TASK PROMPT: Determine how many lines below contain the string "above" and give that number without anything else.

DATA SHOWN:
• • • • •

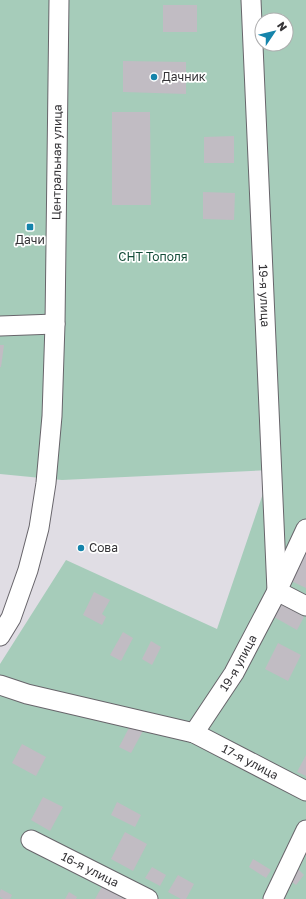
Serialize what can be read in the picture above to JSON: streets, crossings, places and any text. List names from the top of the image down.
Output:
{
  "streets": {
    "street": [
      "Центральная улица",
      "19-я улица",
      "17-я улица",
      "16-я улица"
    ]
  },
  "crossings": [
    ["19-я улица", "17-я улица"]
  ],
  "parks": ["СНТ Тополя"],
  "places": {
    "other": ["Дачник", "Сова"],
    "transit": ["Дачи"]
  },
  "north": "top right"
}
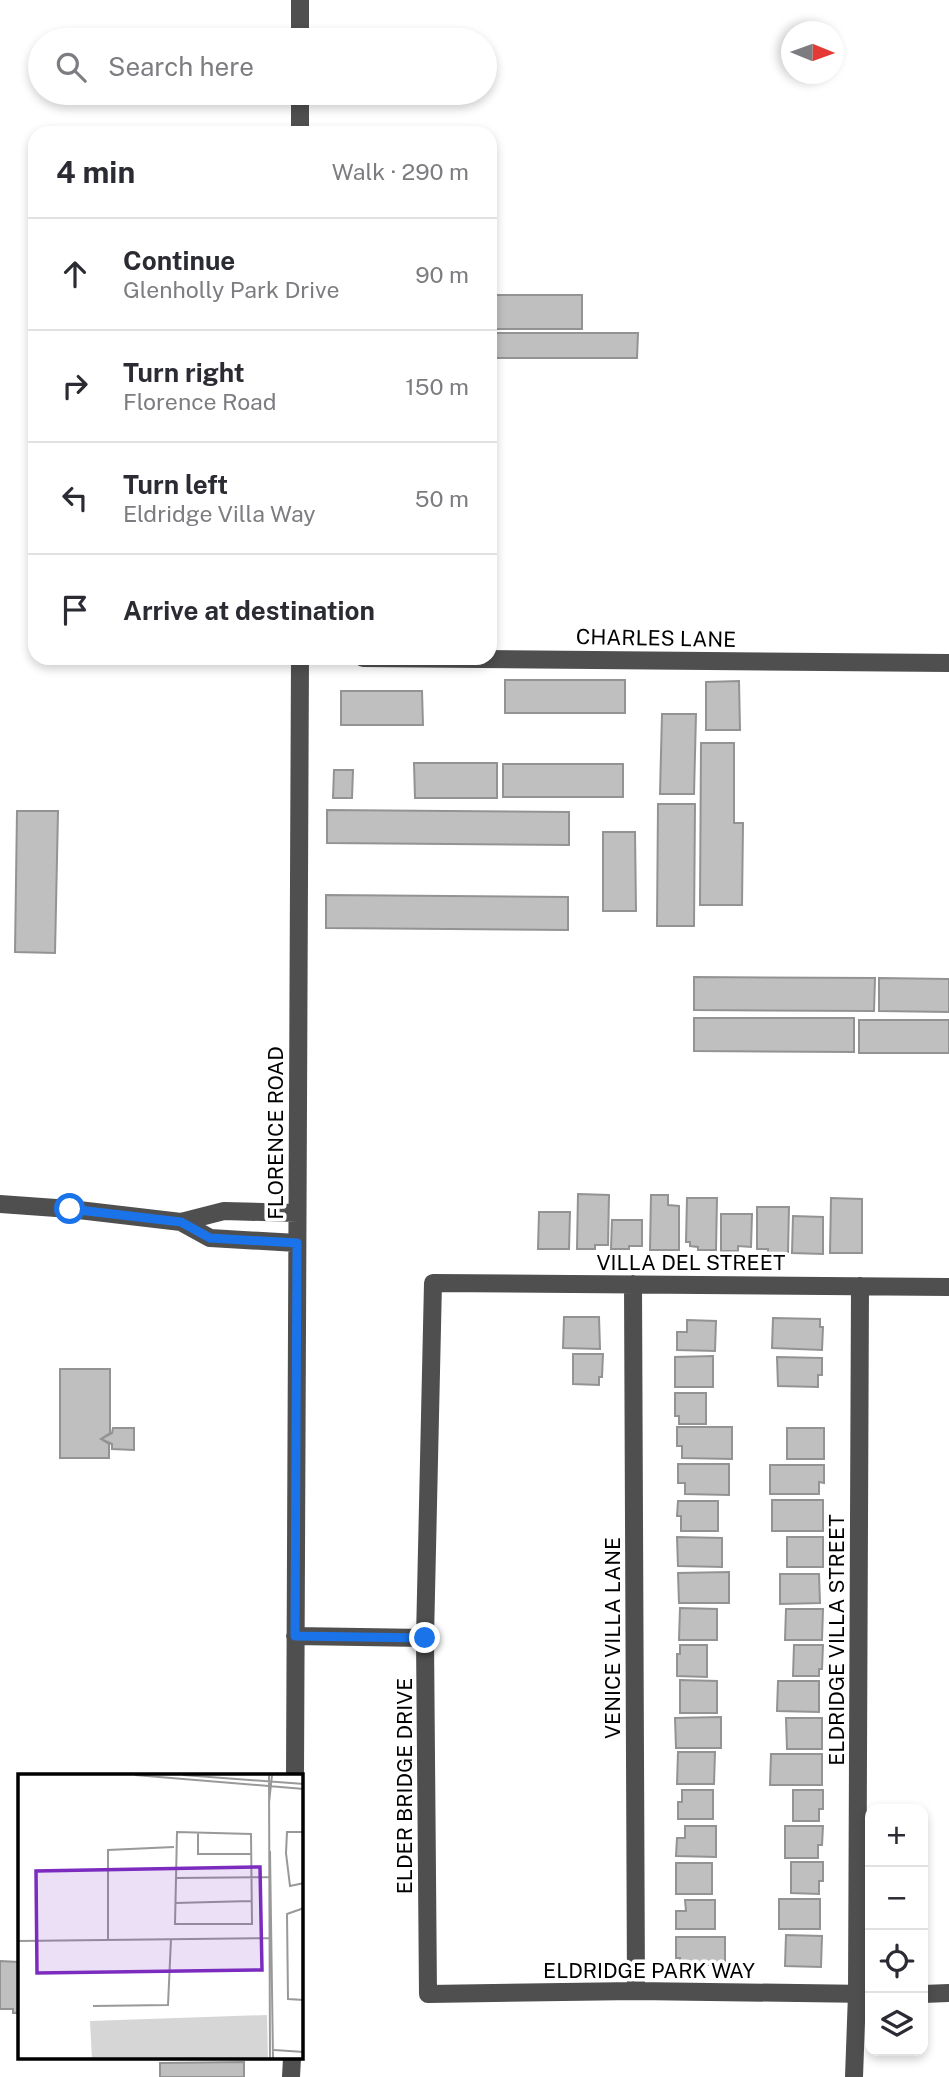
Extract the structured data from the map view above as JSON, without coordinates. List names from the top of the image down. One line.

• • • • •

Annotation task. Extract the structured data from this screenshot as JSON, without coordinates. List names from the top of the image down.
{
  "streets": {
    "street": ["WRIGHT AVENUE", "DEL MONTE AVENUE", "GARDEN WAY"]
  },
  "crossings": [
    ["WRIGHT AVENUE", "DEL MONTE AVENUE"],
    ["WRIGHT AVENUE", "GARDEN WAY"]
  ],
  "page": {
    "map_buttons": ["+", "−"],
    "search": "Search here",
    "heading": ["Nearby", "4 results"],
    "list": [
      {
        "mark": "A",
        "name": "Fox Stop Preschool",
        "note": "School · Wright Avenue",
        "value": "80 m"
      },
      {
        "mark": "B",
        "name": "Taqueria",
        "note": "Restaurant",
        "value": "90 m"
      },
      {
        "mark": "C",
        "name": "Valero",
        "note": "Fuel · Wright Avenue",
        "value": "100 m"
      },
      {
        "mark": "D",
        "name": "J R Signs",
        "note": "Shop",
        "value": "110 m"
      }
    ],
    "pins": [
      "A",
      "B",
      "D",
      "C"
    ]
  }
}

• • • • •

TASK OUTPUT: 2